> [Problem to work on]
Search the data for "position" and copy every matching line.

[[ Supplied material open ]]

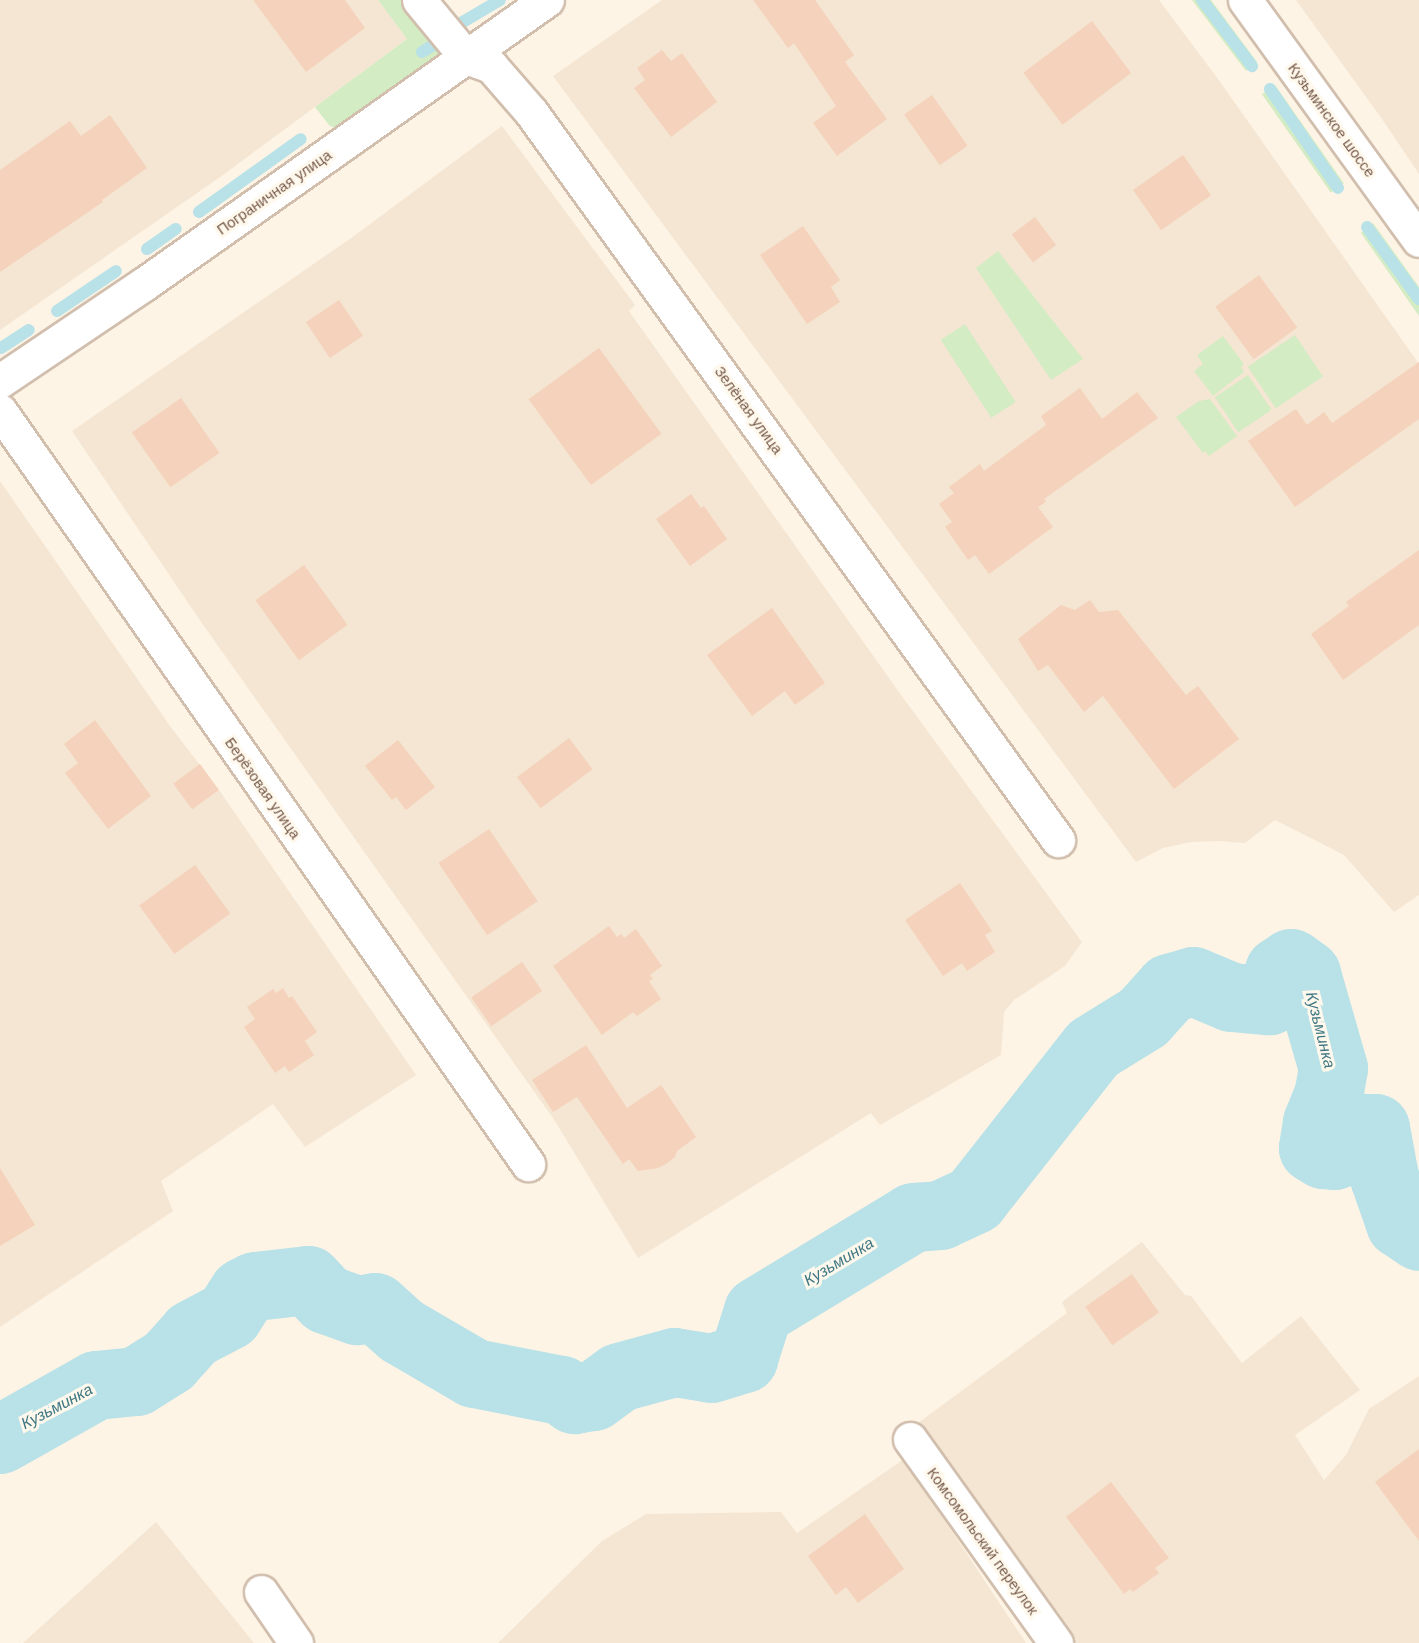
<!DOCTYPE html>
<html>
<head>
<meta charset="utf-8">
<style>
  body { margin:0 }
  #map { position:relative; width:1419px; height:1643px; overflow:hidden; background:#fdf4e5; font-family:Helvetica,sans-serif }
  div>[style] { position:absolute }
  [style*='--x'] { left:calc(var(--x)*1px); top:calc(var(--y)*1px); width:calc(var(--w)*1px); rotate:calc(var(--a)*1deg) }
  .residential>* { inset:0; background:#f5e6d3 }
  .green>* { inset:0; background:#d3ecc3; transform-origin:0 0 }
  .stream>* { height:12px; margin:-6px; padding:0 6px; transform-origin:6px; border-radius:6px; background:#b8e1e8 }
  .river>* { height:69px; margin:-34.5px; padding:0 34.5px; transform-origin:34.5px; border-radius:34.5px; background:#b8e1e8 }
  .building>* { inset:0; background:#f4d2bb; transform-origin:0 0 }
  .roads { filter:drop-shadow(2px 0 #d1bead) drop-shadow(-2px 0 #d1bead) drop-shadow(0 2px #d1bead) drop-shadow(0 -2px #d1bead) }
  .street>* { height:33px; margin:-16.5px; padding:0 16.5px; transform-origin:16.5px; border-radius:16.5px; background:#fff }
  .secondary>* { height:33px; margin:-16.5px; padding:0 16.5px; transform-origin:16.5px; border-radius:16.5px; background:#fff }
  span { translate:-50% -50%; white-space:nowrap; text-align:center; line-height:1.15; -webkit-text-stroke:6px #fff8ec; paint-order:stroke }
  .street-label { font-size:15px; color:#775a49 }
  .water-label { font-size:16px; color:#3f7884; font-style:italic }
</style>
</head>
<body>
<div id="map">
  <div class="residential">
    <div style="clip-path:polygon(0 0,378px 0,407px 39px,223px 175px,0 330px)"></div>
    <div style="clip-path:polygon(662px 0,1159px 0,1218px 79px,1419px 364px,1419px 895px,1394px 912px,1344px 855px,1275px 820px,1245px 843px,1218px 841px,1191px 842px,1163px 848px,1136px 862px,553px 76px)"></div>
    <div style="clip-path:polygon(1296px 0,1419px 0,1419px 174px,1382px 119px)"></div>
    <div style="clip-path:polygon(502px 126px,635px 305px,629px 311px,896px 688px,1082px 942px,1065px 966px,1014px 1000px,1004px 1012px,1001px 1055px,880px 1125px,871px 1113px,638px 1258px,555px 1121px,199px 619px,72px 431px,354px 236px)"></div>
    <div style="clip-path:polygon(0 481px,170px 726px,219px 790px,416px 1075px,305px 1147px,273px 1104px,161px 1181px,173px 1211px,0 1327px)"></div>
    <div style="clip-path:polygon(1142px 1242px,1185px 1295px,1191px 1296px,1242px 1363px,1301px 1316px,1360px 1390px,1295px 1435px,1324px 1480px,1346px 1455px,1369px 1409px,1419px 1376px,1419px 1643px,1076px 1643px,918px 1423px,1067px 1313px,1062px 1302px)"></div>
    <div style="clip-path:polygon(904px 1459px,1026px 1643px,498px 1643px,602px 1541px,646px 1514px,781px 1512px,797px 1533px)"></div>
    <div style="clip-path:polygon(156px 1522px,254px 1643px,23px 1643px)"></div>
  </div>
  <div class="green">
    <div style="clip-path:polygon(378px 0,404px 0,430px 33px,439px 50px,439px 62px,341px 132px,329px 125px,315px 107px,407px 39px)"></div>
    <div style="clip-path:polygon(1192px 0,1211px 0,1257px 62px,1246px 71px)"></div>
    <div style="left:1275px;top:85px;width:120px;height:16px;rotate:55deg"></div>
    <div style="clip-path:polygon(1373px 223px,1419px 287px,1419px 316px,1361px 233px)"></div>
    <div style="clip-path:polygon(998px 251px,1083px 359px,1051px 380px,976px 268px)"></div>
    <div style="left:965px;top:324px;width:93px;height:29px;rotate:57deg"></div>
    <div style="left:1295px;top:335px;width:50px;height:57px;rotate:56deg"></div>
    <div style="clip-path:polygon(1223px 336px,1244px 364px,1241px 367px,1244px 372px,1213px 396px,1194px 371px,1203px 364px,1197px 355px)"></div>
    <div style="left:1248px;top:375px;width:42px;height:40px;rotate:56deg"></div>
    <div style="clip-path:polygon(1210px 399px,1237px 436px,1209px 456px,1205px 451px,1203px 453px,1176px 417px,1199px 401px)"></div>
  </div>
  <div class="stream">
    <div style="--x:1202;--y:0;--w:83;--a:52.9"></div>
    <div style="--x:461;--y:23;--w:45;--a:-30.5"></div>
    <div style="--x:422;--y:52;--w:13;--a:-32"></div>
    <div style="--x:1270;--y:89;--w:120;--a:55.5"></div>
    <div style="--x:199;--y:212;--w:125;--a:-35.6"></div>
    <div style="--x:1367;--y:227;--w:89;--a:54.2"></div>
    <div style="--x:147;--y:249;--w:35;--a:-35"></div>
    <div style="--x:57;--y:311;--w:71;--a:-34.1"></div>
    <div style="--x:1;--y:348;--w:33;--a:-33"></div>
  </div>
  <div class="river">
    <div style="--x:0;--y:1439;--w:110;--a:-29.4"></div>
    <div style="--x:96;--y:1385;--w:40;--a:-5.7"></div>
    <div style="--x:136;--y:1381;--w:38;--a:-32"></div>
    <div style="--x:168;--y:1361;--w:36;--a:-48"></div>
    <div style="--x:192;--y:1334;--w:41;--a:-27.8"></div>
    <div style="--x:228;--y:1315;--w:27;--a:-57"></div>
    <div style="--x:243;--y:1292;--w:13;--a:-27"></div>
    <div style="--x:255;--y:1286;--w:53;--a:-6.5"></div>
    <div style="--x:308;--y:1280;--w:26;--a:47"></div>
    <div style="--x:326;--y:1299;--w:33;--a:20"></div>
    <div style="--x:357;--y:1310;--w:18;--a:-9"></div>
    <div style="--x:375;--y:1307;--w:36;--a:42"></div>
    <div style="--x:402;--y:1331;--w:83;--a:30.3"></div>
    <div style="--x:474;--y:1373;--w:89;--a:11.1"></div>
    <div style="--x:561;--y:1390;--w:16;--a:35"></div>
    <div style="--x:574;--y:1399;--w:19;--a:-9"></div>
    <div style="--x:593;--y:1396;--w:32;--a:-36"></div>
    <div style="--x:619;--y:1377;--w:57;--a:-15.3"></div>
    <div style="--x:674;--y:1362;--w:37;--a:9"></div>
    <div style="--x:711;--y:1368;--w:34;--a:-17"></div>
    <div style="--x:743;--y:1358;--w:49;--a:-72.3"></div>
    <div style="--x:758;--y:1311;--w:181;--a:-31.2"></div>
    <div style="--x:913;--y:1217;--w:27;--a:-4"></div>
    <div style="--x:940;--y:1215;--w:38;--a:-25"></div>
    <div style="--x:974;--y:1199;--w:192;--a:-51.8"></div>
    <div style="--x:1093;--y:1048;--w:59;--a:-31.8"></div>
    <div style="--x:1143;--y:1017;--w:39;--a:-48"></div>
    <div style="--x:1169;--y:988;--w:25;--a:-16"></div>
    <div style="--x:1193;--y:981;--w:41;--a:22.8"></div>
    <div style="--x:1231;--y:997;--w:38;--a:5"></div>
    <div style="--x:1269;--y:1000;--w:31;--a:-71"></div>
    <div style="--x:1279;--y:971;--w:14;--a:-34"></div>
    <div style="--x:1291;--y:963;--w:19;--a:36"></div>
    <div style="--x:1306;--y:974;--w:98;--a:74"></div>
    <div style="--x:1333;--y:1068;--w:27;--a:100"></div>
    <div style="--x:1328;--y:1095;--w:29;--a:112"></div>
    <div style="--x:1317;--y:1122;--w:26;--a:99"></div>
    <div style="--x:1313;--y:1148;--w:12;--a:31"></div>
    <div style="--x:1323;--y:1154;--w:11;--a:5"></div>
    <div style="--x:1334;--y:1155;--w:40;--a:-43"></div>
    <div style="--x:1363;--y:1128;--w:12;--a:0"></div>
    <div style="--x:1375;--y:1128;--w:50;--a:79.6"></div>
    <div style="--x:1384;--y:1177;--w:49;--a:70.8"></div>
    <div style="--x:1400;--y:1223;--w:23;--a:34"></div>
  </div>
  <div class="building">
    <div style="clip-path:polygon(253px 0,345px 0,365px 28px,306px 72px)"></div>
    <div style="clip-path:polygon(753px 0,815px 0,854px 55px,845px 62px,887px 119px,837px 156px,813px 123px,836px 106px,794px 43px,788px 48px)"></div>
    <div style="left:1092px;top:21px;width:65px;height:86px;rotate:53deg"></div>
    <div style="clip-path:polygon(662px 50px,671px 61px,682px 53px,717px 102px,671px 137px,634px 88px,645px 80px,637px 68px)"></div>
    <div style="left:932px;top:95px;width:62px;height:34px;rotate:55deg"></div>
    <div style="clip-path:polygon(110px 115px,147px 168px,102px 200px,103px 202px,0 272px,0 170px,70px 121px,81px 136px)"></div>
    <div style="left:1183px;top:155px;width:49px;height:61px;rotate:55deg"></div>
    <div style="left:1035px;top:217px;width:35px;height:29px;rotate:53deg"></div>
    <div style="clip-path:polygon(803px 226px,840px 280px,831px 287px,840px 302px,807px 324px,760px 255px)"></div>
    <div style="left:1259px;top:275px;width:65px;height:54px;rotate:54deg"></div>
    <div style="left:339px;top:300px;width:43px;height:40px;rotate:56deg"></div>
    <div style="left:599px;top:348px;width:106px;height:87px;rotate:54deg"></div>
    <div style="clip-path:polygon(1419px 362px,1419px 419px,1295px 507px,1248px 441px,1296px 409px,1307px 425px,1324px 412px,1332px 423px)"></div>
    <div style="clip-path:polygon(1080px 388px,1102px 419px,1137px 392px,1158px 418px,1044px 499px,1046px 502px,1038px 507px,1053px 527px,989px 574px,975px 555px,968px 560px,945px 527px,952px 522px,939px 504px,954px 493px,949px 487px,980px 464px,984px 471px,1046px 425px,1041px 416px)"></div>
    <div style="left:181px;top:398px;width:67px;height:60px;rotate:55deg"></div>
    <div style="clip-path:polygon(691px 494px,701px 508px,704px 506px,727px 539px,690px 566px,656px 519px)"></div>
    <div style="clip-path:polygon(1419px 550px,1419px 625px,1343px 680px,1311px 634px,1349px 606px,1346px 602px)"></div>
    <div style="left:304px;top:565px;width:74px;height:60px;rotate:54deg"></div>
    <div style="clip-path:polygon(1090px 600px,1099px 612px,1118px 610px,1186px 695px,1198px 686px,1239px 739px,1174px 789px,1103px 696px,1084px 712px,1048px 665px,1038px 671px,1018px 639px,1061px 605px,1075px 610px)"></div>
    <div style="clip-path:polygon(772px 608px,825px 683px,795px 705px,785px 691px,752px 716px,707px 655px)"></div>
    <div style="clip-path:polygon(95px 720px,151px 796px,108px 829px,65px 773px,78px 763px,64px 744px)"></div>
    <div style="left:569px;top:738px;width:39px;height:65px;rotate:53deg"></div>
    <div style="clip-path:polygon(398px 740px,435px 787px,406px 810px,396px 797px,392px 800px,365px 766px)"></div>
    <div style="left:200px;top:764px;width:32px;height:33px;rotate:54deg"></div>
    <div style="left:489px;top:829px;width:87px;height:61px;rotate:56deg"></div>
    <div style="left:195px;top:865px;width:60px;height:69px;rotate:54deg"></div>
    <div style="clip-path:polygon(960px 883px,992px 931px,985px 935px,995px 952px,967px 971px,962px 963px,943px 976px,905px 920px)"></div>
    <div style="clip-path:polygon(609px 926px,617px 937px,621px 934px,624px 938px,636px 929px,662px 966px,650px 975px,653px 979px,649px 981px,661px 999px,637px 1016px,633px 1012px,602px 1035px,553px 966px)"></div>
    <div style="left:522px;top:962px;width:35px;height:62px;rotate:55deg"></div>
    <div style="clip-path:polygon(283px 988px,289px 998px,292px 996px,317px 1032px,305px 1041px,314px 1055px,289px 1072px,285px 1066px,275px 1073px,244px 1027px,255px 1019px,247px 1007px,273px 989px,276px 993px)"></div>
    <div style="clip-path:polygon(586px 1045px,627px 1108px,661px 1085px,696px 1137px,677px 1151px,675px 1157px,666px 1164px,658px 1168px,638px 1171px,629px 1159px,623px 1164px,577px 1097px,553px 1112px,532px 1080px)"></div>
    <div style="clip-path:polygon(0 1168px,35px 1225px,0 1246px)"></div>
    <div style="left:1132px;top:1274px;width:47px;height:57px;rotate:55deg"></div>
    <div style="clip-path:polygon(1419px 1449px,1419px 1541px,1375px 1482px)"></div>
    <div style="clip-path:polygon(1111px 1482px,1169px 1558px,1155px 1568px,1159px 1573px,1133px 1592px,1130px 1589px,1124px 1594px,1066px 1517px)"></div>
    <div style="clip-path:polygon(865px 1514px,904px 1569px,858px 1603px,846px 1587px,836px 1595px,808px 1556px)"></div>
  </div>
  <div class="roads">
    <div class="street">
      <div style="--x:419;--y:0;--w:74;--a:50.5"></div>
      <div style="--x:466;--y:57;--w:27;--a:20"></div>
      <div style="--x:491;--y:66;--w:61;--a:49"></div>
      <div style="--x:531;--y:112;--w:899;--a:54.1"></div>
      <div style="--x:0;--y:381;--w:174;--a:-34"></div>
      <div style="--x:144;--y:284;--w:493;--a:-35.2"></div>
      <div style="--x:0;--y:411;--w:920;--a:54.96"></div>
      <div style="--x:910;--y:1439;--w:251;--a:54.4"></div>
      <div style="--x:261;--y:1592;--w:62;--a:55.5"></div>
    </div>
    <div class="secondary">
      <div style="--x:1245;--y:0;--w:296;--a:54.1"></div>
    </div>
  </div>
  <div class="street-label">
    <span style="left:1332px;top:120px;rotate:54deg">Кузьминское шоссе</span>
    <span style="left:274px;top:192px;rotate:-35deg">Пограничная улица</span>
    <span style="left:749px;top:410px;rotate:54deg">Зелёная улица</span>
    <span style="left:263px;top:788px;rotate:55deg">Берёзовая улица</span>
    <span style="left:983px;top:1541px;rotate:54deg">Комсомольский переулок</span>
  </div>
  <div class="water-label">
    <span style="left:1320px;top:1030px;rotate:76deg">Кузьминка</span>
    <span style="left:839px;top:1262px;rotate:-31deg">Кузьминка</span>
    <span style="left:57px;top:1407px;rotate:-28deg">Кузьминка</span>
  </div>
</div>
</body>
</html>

[[ Supplied material closed ]]

> [Written solution]
  #map { position:relative; width:1419px; height:1643px; overflow:hidden; background:#fdf4e5; font-family:Helvetica,sans-serif }
  div>[style] { position:absolute }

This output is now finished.